Within the records below is a range that opens at the line with "const shape = rows" and closes at the line with "function drawText(font, color, halo, rows, align". Return that range word for word, both ends included, and only that range.

## RECORDS PROVIDED
-.-.-
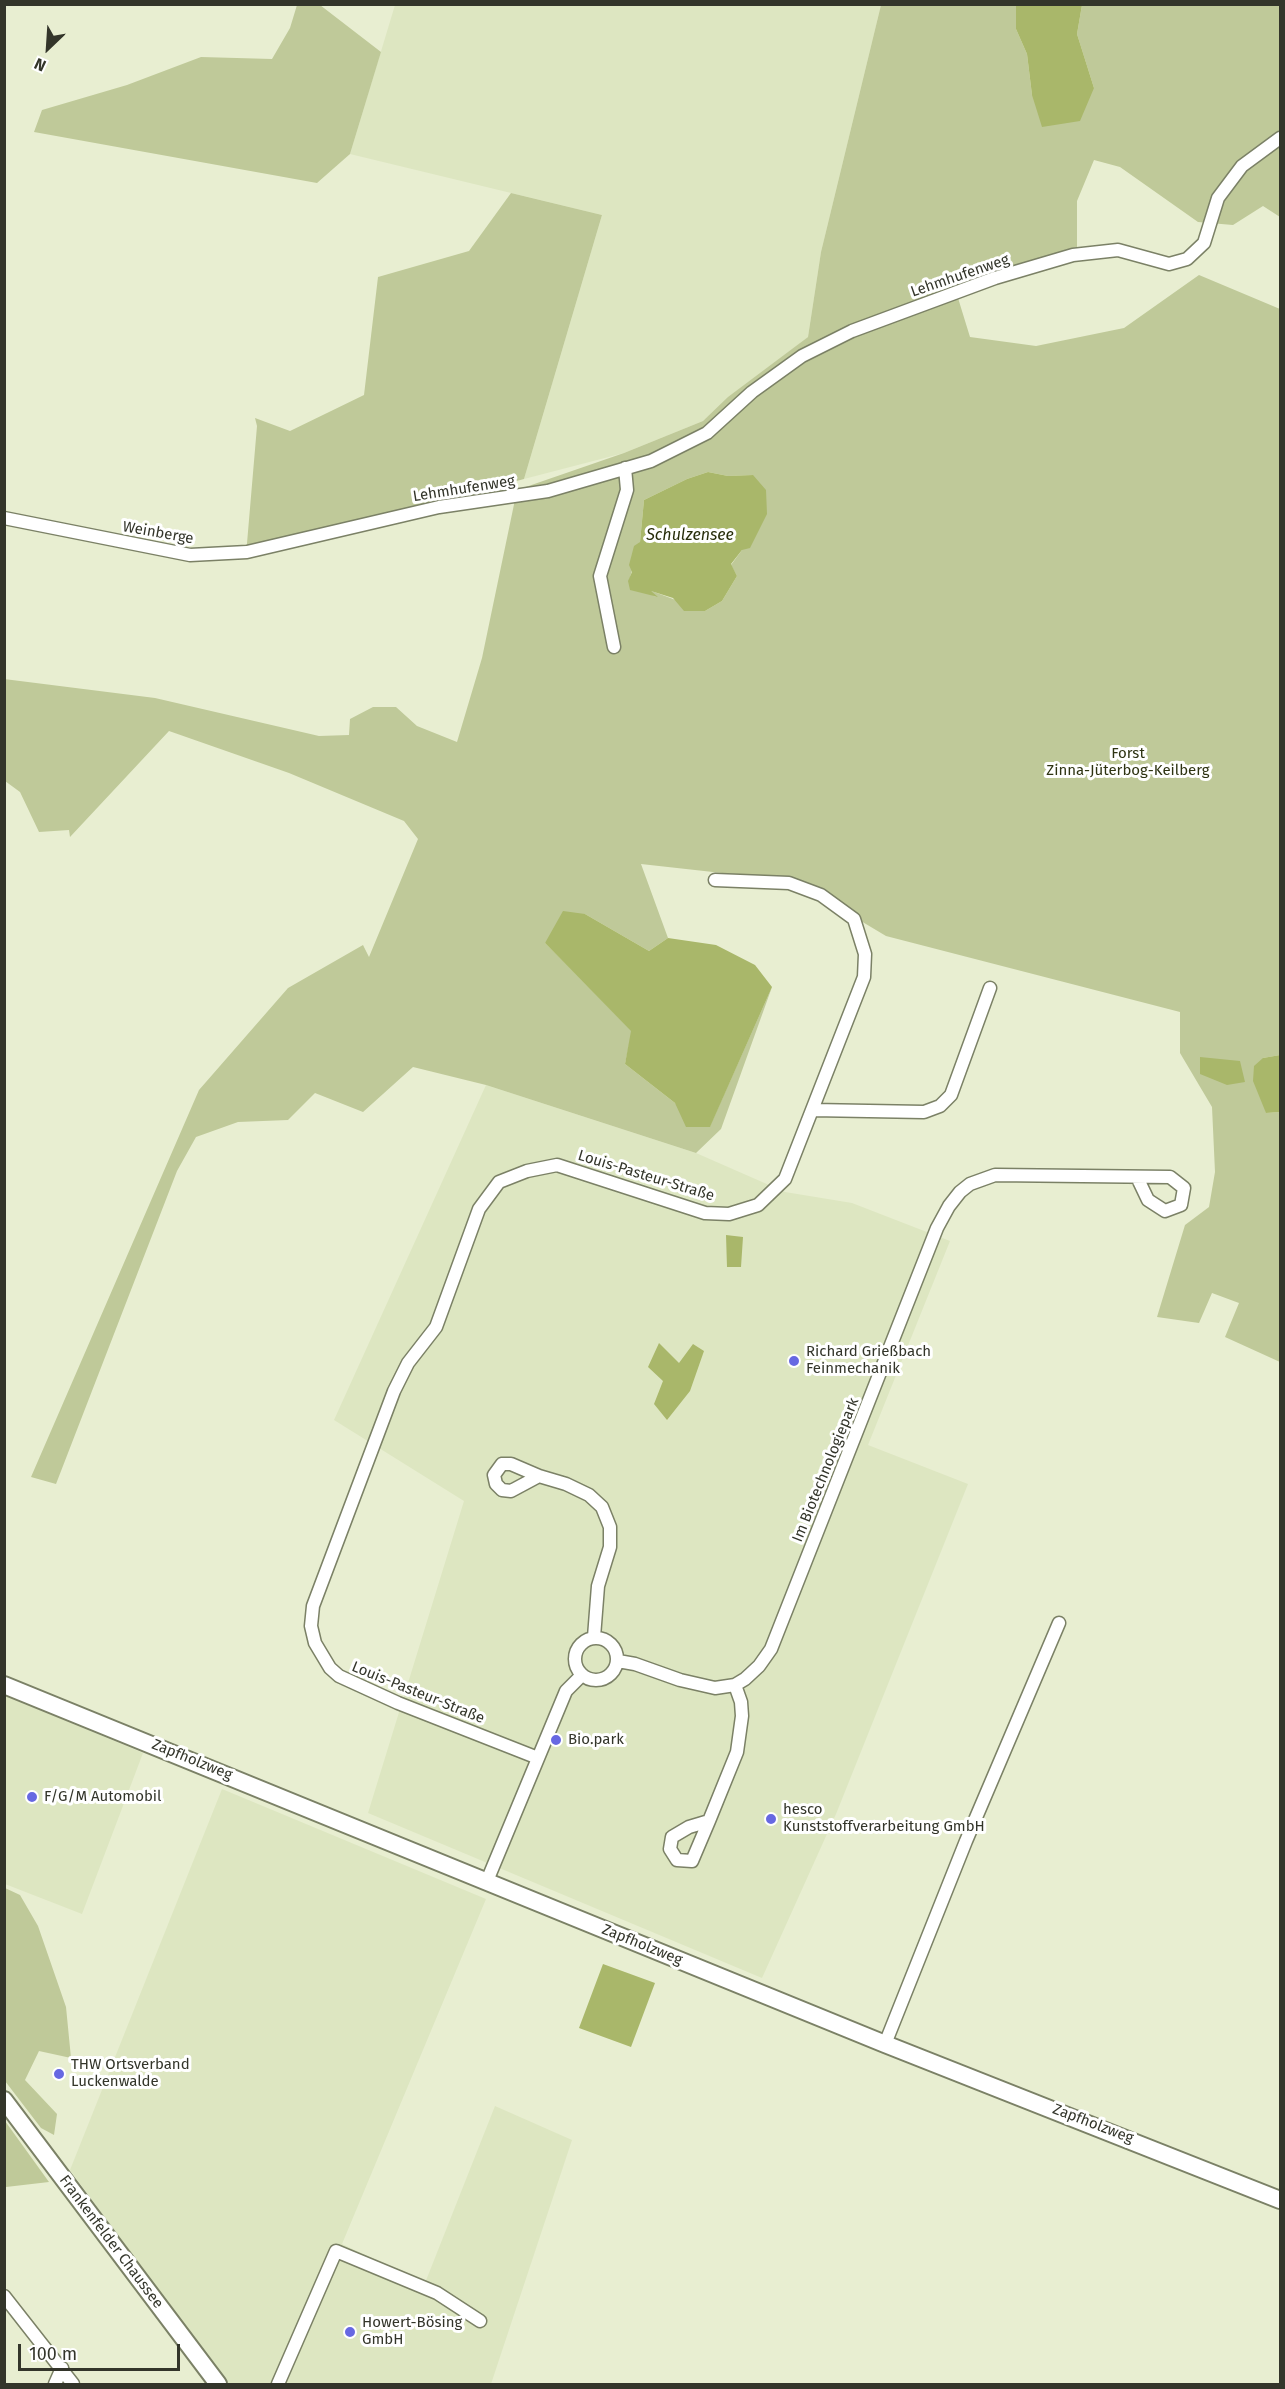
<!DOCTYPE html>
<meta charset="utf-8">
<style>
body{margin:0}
#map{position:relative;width:1285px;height:2389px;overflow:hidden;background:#e8eed1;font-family:"Fira Sans",sans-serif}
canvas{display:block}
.frame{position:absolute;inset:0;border:6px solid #33352a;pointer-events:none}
.north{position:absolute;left:18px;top:18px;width:60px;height:60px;-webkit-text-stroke:4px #fff;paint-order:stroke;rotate:205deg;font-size:16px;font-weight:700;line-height:24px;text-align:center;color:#33352a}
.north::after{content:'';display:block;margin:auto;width:21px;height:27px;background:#33352a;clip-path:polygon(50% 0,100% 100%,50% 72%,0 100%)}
.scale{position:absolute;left:18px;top:2344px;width:162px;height:27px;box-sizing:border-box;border:3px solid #33352a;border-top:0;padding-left:8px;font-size:18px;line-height:21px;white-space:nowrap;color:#33352a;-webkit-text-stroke:4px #fff;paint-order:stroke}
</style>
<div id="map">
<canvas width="1285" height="2389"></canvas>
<div class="frame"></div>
<div class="north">N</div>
<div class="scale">100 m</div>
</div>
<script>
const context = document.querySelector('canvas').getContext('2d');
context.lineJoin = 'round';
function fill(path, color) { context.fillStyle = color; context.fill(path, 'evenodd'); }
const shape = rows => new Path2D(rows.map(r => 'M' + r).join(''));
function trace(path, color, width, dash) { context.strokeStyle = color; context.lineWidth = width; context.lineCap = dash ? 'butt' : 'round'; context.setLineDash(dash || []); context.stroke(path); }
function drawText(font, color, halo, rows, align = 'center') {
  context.font = font + ' "Fira Sans",sans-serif'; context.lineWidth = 6; context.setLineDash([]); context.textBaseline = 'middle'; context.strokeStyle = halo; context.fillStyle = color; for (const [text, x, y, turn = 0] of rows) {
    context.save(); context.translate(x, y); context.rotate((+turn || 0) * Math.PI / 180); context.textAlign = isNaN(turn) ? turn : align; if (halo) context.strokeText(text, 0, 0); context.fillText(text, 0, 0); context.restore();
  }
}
fill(shape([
 [395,5,881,5,821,252,808,337,703,421,624,453,524,479,602,215,350,154],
 [486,1085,696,1153,785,1192,852,1203,950,1241,868,1445,968,1484,836,1814,762,1978,368,1813,464,1501,334,1420],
 [5,1695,143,1753,82,1914,5,1884],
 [222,1789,486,1899,342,2244,425,2283,495,2106,572,2140,491,2384,228,2384,70,2170]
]), '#dde6c1');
fill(shape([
 [297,5,320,5,381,52,350,154,317,183,34,132,42,110,127,85,201,57,272,59,290,28],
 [881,5,1016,5,1016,29,1027,54,1032,95,1094,88,1077,34,1082,5,1280,5,1280,217,1263,206,1233,225,1198,222,1120,167,1094,160,1077,201,1077,247,954,285,970,337,1036,346,1124,328,1199,275,1280,309,1280,1055,1263,1058,1266,1113,1280,1112,1280,1362,1225,1337,1239,1303,1212,1293,1199,1323,1157,1317,1185,1225,1209,1207,1215,1172,1212,1107,1180,1053,1180,1012,886,936,794,881,641,864,668,938,649,951,585,914,545,943,632,1031,625,1064,675,1103,710,1126,772,987,721,1129,696,1153,486,1085,413,1067,363,1112,315,1093,288,1120,238,1122,196,1137,177,1171,56,1484,31,1477,199,1090,288,988,363,945,369,957,418,839,404,821,289,773,169,731,70,837,69,830,39,832,20,792,5,781,4,679,155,698,319,736,349,735,350,719,373,707,396,707,417,726,457,742,482,658,517,490,624,453,703,421,728,397,808,337,821,252],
 [708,472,728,476,753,475,742,550,731,565,737,576,722,601,705,611,649,590,656,597,629,581,640,542,644,500,687,479],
 [511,193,602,215,524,479,246,555,257,426,255,418,290,431,364,395,378,277,469,251],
 [5,1888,20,1895,38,1926,66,2007,71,2058,39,2051,25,2080,57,2114,54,2135,41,2128,5,2081],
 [5,2121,49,2182,6,2187,5,2185]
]), '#bfc999');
fill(shape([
 [1016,5,1082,5,1077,34,1094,88,1080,121,1042,127,1032,95,1027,54,1016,29],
 [708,472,728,476,753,475,766,490,767,514,750,548,742,550,731,564,737,576,722,601,705,611,684,611,673,598,651,591,658,597,630,590,628,581,632,572,629,565,634,546,640,542,644,500,687,479],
 [563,911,585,914,649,951,668,938,716,945,755,965,772,987,710,1127,686,1127,675,1103,625,1064,631,1031,545,943],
 [1280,1055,1280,1112,1266,1113,1253,1081,1254,1066,1263,1058],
 [1200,1057,1240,1061,1245,1082,1227,1085,1200,1074],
 [726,1235,743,1237,741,1267,727,1267],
 [659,1343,679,1363,693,1344,704,1351,690,1391,667,1420,654,1404,663,1381,648,1367],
 [603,1964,655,1983,631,2047,579,2028]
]), '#a9b76a');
const minor = shape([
 [4,518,190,555,247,552,439,507,548,491,651,461,707,433,752,392,802,356,852,331,995,278,1073,255,1118,250,1169,264,1187,259,1204,243,1218,198,1242,166,1280,138],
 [614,647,600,576,627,490,625,468],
 [813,1110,924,1112,940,1106,951,1095,990,988],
 [502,1464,511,1464,539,1476,511,1491,502,1490,496,1484,494,1475,502,1464],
 [539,1476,566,1484,589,1495,602,1507,610,1527,610,1547,598,1586,594,1637],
 '575 1659a21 21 0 1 1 42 0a21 21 0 1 1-42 0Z',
 [618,1661,635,1664,680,1680,715,1688,735,1685,745,1679,759,1666,771,1649,937,1228,949,1206,960,1192,970,1184,995,1175,1170,1177,1184,1188,1181,1205,1165,1211,1148,1200,1137,1177],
 [538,1758,398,1703,339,1676,330,1668,315,1643,311,1626,313,1606,394,1391,408,1363,436,1327,479,1209,499,1182,527,1171,557,1165,705,1213,729,1214,758,1205,785,1179,864,977,865,954,854,919,821,895,789,883,715,880],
 [709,1821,689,1827,672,1837,670,1849,677,1860,692,1861,709,1821,737,1752,742,1716,741,1702,735,1685],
 [487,1881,566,1691,582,1675],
 [885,2044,966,1841,1059,1623],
 [4,2296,73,2384],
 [55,2384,62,2368],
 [278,2384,336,2251,437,2293,480,2321]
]);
const tertiary = shape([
 [4,1685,885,2044,1280,2200],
 [4,2100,218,2384]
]);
trace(minor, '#7b8166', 15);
trace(tertiary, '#7b8166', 20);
trace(minor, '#fff', 12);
trace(tertiary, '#fff', 16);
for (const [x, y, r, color] of [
 [794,1361,6,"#6768e2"],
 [556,1740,6,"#6768e2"],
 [32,1797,6,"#6768e2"],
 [771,1819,6,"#6768e2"],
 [59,2074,6,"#6768e2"],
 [350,2332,6,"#6768e2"]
]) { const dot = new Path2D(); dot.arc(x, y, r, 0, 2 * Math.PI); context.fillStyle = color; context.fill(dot); trace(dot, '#fff', 2); }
drawText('15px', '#33352a', '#fff', [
 ["Lehmhufenweg",960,276,-19],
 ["Lehmhufenweg",464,489,-9],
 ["Weinberge",158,533,10],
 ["Louis-Pasteur-Straße",646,1176,17],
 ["Im Biotechnologiepark",826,1470,-68],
 ["Louis-Pasteur-Straße",418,1693,22],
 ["Zapfholzweg",192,1760,22],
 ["Zapfholzweg",642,1945,22],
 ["Zapfholzweg",1093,2124,21],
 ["Frankenfelder Chaussee",111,2242,53]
]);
drawText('15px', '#2e3312', '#fff', [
 ["Forst",1128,754],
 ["Zinna-Jüterbog-Keilberg",1128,771]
]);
drawText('15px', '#33352a', '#fff', [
 ["Richard Grießbach",806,1352],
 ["Feinmechanik",806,1369],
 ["Bio.park",568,1740],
 ["F/G/M Automobil",44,1797],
 ["hesco",783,1810],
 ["Kunststoffverarbeitung GmbH",783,1827],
 ["THW Ortsverband",71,2065],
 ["Luckenwalde",71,2082],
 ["Howert-Bösing",362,2323],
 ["GmbH",362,2340]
], 'left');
drawText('italic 16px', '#272d0a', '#fff', [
 ["Schulzensee",690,536]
]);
</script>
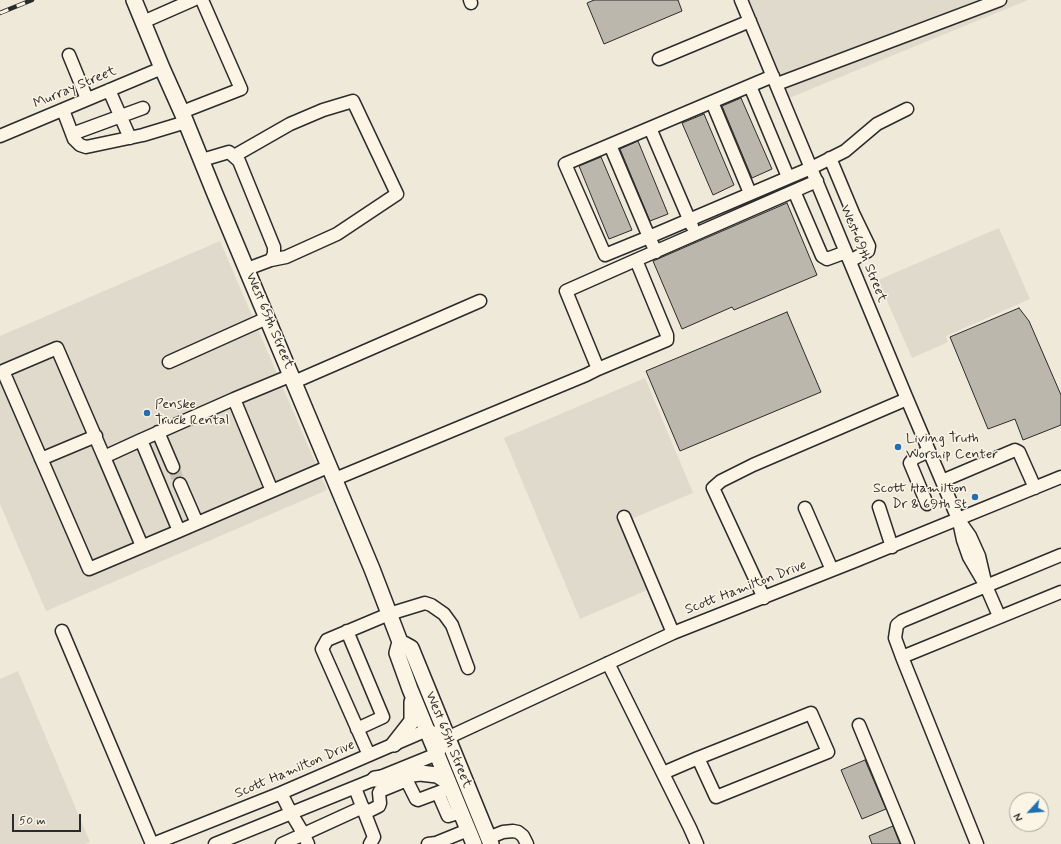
<!DOCTYPE html>
<html>
<head>
<meta charset="utf-8">
<style>
  body { margin:0 }
  #map { position:relative; width:1061px; height:844px; overflow:hidden; background:#efe9da; font-family:Mynerve,sans-serif }
  canvas { display:block }
  .north { position:absolute; left:1009px; top:792px; width:40px; height:40px; box-sizing:border-box; background:#fcf5e5; border:1px solid #a8a49b; border-radius:50%; rotate:244deg; font-size:11px; font-weight:700; line-height:16px; text-align:center; color:#2b2b2b }
  .north::after { content:''; display:block; margin:auto; width:14px; height:18px; background:#1f6fb2; clip-path:polygon(50% 0,100% 100%,50% 72%,0 100%) }
  .scale { position:absolute; left:12px; top:814px; width:69px; height:18px; box-sizing:border-box; border:2px solid #2b2b2b; border-top:0; padding-left:5px; font-size:12px; line-height:14px; white-space:nowrap; color:#2b2b2b; -webkit-text-stroke:3px #fcf5e5; paint-order:stroke }
</style>
</head>
<body>
<div id="map">
<canvas width="1061" height="844"></canvas>
<div class="north">N</div>
<div class="scale">50 m</div>
</div>
<script>
const context = document.querySelector('canvas').getContext('2d');
context.lineJoin = 'round';
function fill(path, color) {
  context.fillStyle = color;
  context.fill(path, 'evenodd');
}
function shape(rows) {
  const path = new Path2D();
  for (const r of rows) {
    path.moveTo(r[0], r[1]);
    for (let i = 2; i < r.length; i += 2) path.lineTo(r[i], r[i + 1]);
  }
  return path;
}
function stroke(path, color, width, dash) {
  context.strokeStyle = color;
  context.lineWidth = width;
  context.lineCap = dash ? 'butt' : 'round';
  context.setLineDash(dash || []);
  context.stroke(path);
}
function label(font, color, halo, rows, align = 'center') {
  context.font = font + ' Mynerve,sans-serif';
  context.lineWidth = 3;
  context.setLineDash([]);
  context.textBaseline = 'middle';
  context.strokeStyle = halo;
  context.fillStyle = color;
  for (const [text, x, y, turn = 0] of rows) {
    context.save();
    context.translate(x, y);
    context.rotate((+turn || 0) * Math.PI / 180);
    context.textAlign = isNaN(turn) ? turn : align;
    if (halo) context.strokeText(text, 0, 0);
    context.fillText(text, 0, 0);
    context.restore();
  }
}
fill(shape([
  [748,0,1028,0,789,98],
  [999,228,1030,299,946,336,948,342,912,358,878,280],
  [220,241,327,490,46,611,0,504,0,336],
  [645,378,693,493,631,519,659,585,580,619,504,438],
  [18,671,90,842,85,844,0,844,0,679]
]), '#e0dacc');
const building = shape([
  [594,0,678,0,682,11,604,44,587,3,594,0],
  [741,98,772,169,752,178,722,106,741,98],
  [704,114,734,185,713,195,682,123,704,114],
  [638,141,668,214,650,221,620,149,638,141],
  [601,157,632,230,609,239,579,166,601,157],
  [787,203,817,275,734,310,732,307,682,329,653,261,787,203],
  [1019,308,1029,321,1061,395,1061,425,1023,440,1015,419,988,429,950,337,1019,308],
  [787,312,821,392,680,451,646,371,787,312],
  [865,760,886,809,862,819,841,770,865,760],
  [893,826,900,844,872,844,869,836,893,826]
]);
fill(building, '#bcb7ac');
stroke(building, '#2b2b2b', 1);
stroke(shape([
  [173,467,180,484]
]), '#c8c3b7', 12, [12, 6]);
const minor = shape([
  [470,0,471,3],
  [741,0,907,399,958,519,970,536,979,556,986,586,999,616],
  [143,22,193,0],
  [69,55,87,99],
  [659,59,750,21],
  [777,84,1000,0],
  [750,86,788,177],
  [109,90,130,138],
  [712,102,750,193],
  [63,110,74,139,80,145,86,147,143,135,186,122],
  [182,112,241,89,202,0],
  [650,128,692,226],
  [72,134,143,108],
  [0,136,162,68],
  [610,145,649,237,811,168,845,151,877,124,907,109],
  [234,156,290,124,323,110,353,101,397,194,337,234,286,257,271,260],
  [830,158,853,213,869,246,868,251,850,261],
  [202,160,229,152,239,161,274,247,274,254,271,260,247,269],
  [794,191,822,256,827,259,846,252],
  [656,252,649,237,605,255,565,164,773,76],
  [636,260,817,181],
  [169,362,267,318],
  [294,382,480,301],
  [234,399,272,491],
  [158,432,173,467],
  [141,440,234,399,292,375],
  [104,457,142,546],
  [41,459,96,436],
  [335,479,586,375,598,369,667,340,667,335,636,260,566,291,598,369],
  [942,481,1015,450,1019,452,1035,488],
  [180,484,197,523],
  [927,504,910,463,914,458,929,451],
  [879,507,892,547],
  [805,508,832,570],
  [624,517,673,633],
  [960,526,963,540,969,557,986,586,902,621,897,625,895,638,902,657,1061,592],
  [179,531,141,440,104,457,57,348,3,371,89,569,179,531,330,466],
  [986,586,1061,555],
  [764,598,713,488,721,481,753,465,907,399],
  [62,631,152,844],
  [347,631,383,717,357,729],
  [902,657,977,844],
  [608,663,690,828,697,844],
  [859,725,908,844],
  [369,755,322,649,327,640,389,614,425,603,431,605,444,614,452,625,468,668],
  [401,769,416,799,418,800,450,788],
  [663,773,698,758,811,713,828,752,716,797,698,758],
  [355,788,374,837,370,844],
  [281,793,291,813,303,833,308,844],
  [438,793,448,816,461,812],
  [365,813,379,806,380,803,379,793,380,791,407,780],
  [488,838,503,832,513,831,518,832,523,836,527,844],
  [153,844,281,793,427,730,447,738],
  [215,844,437,754,447,738,673,633,855,561,1061,477],
  [282,844,363,807],
  [428,844,436,843,468,830]
]);
const major = shape([
  [134,0,162,68,183,115,215,194,372,569,400,642,397,653,410,689,474,844],
  [400,642,411,648,491,844],
  [394,744,412,721,412,702],
  [375,779,420,773,437,775,448,782]
]);
stroke(minor, '#2b2b2b', 15);
stroke(major, '#2b2b2b', 18);
stroke(minor, '#fcf5e5', 12);
stroke(major, '#fcf5e5', 15);
const rail = shape([
  [0,13,32,0]
]);
stroke(rail, '#2b2b2b', 4.5);
stroke(rail, '#fcf5e5', 3, [9]);
for (const [x, y, r, color] of [
  [147,413,4,"#1f6fb2"],
  [898,447,4,"#1f6fb2"],
  [975,497,4,"#1f6fb2"]
]) {
  const dot = new Path2D();
  dot.arc(x, y, r, 0, 2 * Math.PI);
  context.fillStyle = color;
  context.fill(dot);
  stroke(dot, '#fcf5e5', 1.5);
}
label('14px', '#2b2b2b', '#fcf5e5', [
  ["Murray Street",75,88,-23],
  ["West 69th Street",863,254,68],
  ["West 65th Street",269,321,67],
  ["Scott Hamilton Drive",746,588,-21],
  ["West 65th Street",448,740,68],
  ["Scott Hamilton Drive",295,770,-23]
]);
label('14px', '#2b2b2b', '#fcf5e5', [
  ["Penske",155,405],
  ["Truck Rental",155,421],
  ["Living Truth",906,439],
  ["Worship Center",906,455],
  ["Scott Hamilton",967,489,"right"],
  ["Dr & 69th St",967,505,"right"]
], 'left');
</script>
</body>
</html>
-.-.-
## ANSWER FOR THE TASK
const shape = rows => new Path2D(rows.map(r => 'M' + r).join(''));
function trace(path, color, width, dash) { context.strokeStyle = color; context.lineWidth = width; context.lineCap = dash ? 'butt' : 'round'; context.setLineDash(dash || []); context.stroke(path); }
function drawText(font, color, halo, rows, align = 'center') {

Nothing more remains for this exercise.